## [Prompt]
As the answer, give a copy of each line below that includes the word "rotate".

## [Supplied information]
*** Begin section ***

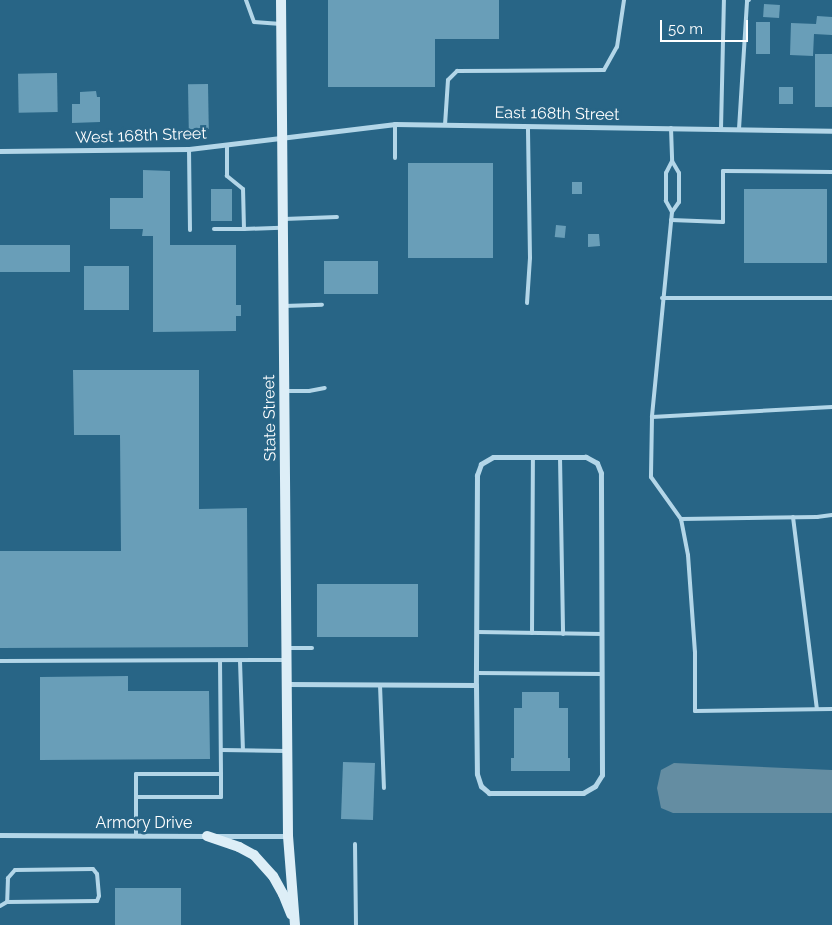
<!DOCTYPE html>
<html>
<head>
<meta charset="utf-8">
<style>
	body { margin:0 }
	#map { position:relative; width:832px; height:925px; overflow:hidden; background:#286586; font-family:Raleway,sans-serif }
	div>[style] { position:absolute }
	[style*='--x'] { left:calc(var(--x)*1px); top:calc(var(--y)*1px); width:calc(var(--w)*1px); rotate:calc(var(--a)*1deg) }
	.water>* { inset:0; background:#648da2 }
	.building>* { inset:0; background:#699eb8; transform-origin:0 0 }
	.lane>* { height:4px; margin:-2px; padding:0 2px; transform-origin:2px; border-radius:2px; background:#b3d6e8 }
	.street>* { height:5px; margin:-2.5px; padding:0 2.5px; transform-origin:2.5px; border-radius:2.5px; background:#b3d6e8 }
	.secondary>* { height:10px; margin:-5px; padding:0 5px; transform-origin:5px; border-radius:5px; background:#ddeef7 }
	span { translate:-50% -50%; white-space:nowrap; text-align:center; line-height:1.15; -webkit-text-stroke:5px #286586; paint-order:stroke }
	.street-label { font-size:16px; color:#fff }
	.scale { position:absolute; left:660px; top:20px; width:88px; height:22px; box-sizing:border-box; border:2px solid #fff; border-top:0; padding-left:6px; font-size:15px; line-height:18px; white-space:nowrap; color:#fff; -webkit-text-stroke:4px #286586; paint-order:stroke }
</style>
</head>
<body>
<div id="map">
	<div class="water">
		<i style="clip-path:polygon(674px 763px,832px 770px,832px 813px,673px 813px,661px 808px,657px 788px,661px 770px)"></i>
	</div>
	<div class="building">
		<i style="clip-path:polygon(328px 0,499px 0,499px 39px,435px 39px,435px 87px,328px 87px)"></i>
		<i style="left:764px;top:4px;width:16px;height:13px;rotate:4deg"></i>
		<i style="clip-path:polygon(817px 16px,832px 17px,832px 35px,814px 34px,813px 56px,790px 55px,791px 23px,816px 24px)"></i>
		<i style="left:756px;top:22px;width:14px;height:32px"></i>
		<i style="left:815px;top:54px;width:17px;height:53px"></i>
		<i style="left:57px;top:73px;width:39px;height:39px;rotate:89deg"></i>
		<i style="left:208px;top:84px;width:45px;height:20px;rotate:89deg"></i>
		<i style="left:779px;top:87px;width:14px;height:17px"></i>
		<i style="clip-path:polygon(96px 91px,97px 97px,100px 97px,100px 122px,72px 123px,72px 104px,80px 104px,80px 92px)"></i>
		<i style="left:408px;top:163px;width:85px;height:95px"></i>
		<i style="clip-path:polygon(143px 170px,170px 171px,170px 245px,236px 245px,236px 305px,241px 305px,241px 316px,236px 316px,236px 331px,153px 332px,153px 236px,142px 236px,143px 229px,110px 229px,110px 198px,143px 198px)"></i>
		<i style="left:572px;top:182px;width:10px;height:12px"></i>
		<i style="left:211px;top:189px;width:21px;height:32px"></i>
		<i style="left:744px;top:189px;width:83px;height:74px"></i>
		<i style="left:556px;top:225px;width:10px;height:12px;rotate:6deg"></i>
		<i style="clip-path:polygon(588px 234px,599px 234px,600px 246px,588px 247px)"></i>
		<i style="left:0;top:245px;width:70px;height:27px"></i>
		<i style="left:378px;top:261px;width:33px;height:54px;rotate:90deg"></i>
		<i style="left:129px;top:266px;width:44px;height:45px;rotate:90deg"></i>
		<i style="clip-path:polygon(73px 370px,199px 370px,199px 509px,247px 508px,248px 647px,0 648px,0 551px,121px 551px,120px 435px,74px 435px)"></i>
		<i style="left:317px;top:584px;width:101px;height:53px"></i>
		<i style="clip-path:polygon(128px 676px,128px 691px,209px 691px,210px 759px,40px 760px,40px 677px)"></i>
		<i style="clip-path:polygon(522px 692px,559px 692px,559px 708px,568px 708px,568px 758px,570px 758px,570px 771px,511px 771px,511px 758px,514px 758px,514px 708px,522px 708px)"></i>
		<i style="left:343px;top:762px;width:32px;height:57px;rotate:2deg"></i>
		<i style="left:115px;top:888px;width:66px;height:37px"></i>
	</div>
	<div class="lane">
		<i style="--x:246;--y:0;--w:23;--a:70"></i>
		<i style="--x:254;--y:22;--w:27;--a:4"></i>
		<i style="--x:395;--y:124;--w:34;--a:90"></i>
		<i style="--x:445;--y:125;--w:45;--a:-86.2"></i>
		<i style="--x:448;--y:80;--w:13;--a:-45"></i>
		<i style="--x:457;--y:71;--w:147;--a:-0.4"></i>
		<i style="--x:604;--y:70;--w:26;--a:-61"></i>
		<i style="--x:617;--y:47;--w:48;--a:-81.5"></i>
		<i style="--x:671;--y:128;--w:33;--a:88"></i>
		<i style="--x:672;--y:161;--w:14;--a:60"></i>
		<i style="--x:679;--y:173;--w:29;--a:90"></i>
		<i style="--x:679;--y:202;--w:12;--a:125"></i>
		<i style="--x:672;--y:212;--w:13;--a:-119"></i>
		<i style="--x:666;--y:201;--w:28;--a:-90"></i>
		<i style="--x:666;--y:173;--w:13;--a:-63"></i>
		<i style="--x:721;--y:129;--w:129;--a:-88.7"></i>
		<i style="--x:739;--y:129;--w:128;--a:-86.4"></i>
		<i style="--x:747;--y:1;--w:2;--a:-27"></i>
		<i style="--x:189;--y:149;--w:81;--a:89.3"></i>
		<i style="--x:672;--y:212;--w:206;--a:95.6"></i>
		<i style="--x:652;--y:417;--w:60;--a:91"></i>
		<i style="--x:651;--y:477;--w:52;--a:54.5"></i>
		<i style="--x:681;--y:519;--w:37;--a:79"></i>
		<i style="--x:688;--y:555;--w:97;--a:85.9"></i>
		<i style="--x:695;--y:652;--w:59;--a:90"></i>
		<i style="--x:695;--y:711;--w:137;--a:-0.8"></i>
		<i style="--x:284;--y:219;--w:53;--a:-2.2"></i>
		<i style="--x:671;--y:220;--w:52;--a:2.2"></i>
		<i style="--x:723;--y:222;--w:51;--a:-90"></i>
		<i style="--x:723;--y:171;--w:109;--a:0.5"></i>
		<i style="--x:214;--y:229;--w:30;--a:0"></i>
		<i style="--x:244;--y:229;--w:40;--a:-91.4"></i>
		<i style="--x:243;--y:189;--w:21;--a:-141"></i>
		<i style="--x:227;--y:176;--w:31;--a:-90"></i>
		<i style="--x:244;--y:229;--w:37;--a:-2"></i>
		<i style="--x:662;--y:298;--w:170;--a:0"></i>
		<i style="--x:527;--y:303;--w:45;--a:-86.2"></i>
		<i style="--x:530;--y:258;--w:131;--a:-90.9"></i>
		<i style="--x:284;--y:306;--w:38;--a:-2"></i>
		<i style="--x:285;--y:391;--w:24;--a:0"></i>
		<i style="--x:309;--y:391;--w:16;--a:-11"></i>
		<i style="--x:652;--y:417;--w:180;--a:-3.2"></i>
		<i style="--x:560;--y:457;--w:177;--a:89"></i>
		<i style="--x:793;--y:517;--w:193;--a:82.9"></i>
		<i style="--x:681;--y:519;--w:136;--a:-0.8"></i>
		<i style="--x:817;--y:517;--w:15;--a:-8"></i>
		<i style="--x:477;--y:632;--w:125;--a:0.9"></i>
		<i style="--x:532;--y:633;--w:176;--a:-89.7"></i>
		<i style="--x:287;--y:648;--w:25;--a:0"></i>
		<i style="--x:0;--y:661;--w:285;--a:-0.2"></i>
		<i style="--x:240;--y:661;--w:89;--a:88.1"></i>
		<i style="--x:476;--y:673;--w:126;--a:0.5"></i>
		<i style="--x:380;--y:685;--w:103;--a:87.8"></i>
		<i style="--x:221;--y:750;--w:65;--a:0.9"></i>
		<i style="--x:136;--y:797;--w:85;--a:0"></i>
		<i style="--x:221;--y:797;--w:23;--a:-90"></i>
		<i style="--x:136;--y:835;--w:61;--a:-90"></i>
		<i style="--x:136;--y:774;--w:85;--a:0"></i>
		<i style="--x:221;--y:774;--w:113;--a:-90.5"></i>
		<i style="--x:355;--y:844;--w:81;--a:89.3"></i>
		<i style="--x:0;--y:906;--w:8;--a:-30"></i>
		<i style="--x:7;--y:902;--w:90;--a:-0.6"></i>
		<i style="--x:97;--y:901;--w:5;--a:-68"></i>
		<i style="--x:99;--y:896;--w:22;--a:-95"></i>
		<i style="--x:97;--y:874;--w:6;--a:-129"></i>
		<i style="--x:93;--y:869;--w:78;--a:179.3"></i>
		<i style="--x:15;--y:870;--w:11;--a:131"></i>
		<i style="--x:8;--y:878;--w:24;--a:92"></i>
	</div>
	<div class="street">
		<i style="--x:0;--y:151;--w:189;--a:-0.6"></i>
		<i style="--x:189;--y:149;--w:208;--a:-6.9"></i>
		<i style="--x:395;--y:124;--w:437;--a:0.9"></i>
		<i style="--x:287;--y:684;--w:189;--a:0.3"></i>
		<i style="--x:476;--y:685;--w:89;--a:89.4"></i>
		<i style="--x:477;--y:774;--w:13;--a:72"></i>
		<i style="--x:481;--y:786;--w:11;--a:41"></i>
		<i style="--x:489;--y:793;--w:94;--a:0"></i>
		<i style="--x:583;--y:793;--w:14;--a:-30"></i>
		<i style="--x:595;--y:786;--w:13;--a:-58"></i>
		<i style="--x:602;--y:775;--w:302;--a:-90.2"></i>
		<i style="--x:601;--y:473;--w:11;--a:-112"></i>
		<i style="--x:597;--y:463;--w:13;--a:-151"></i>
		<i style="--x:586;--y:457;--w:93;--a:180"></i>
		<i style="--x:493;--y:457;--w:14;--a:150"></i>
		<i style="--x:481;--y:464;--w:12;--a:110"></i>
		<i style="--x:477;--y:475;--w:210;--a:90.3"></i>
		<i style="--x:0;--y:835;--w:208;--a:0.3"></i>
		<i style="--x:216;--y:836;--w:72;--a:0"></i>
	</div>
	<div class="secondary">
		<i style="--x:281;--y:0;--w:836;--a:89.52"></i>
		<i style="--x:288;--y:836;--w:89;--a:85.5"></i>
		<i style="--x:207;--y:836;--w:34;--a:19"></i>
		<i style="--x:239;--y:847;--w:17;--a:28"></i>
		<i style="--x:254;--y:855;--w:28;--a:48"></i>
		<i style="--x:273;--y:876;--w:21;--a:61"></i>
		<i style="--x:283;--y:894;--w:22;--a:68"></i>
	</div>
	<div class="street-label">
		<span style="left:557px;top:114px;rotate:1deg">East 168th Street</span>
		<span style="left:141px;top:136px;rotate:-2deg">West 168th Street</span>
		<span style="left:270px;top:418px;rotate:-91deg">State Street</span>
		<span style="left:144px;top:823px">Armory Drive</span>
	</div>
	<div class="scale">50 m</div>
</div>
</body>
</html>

*** End section ***

## [Answer space]
	[style*='--x'] { left:calc(var(--x)*1px); top:calc(var(--y)*1px); width:calc(var(--w)*1px); rotate:calc(var(--a)*1deg) }
		<i style="left:764px;top:4px;width:16px;height:13px;rotate:4deg"></i>
		<i style="left:57px;top:73px;width:39px;height:39px;rotate:89deg"></i>
		<i style="left:208px;top:84px;width:45px;height:20px;rotate:89deg"></i>
		<i style="left:556px;top:225px;width:10px;height:12px;rotate:6deg"></i>
		<i style="left:378px;top:261px;width:33px;height:54px;rotate:90deg"></i>
		<i style="left:129px;top:266px;width:44px;height:45px;rotate:90deg"></i>
		<i style="left:343px;top:762px;width:32px;height:57px;rotate:2deg"></i>
		<span style="left:557px;top:114px;rotate:1deg">East 168th Street</span>
		<span style="left:141px;top:136px;rotate:-2deg">West 168th Street</span>
		<span style="left:270px;top:418px;rotate:-91deg">State Street</span>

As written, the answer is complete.